### YOUR GOAL
Determine how many lines of the material hold the string "Ngân" and reply with only that number.

### EXERCISE INPUTS
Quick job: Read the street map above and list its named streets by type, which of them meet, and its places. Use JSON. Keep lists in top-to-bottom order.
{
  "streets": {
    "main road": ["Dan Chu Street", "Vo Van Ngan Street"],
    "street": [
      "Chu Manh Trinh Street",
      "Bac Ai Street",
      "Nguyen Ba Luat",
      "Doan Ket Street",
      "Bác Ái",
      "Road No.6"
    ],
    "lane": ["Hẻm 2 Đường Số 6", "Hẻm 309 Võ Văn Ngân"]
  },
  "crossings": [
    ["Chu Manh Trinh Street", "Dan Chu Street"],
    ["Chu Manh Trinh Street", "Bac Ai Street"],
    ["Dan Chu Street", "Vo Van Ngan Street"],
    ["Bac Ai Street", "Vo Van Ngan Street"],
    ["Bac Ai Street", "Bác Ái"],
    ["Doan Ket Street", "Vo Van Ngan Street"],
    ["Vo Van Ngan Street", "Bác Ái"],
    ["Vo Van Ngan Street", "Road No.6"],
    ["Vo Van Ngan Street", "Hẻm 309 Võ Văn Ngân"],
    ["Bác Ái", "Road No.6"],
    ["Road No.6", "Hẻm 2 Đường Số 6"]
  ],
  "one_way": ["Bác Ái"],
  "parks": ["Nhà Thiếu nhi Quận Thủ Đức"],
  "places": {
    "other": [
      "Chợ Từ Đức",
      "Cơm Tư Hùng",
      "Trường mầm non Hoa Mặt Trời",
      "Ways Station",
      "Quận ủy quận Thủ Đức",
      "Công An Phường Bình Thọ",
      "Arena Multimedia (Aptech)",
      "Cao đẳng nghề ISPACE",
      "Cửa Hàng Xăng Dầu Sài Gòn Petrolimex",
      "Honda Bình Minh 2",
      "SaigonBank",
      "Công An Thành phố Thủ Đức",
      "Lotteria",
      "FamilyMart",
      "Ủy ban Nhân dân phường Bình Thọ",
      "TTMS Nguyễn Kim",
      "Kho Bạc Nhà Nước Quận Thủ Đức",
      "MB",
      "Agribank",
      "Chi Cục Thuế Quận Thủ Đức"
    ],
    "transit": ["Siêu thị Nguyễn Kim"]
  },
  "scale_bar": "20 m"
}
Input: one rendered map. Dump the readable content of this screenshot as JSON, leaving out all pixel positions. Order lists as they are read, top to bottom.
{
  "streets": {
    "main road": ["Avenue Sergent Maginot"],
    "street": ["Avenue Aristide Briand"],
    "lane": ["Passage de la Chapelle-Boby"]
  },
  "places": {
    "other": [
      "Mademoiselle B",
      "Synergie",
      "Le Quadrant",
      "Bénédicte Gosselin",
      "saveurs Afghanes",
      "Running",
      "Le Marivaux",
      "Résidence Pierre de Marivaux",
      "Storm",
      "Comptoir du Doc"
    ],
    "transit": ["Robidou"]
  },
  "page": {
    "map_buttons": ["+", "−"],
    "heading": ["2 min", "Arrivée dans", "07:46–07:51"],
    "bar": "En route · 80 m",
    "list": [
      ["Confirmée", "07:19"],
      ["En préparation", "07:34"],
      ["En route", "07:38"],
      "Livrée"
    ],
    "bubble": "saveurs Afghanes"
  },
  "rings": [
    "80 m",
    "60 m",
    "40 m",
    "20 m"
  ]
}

### REPLY
2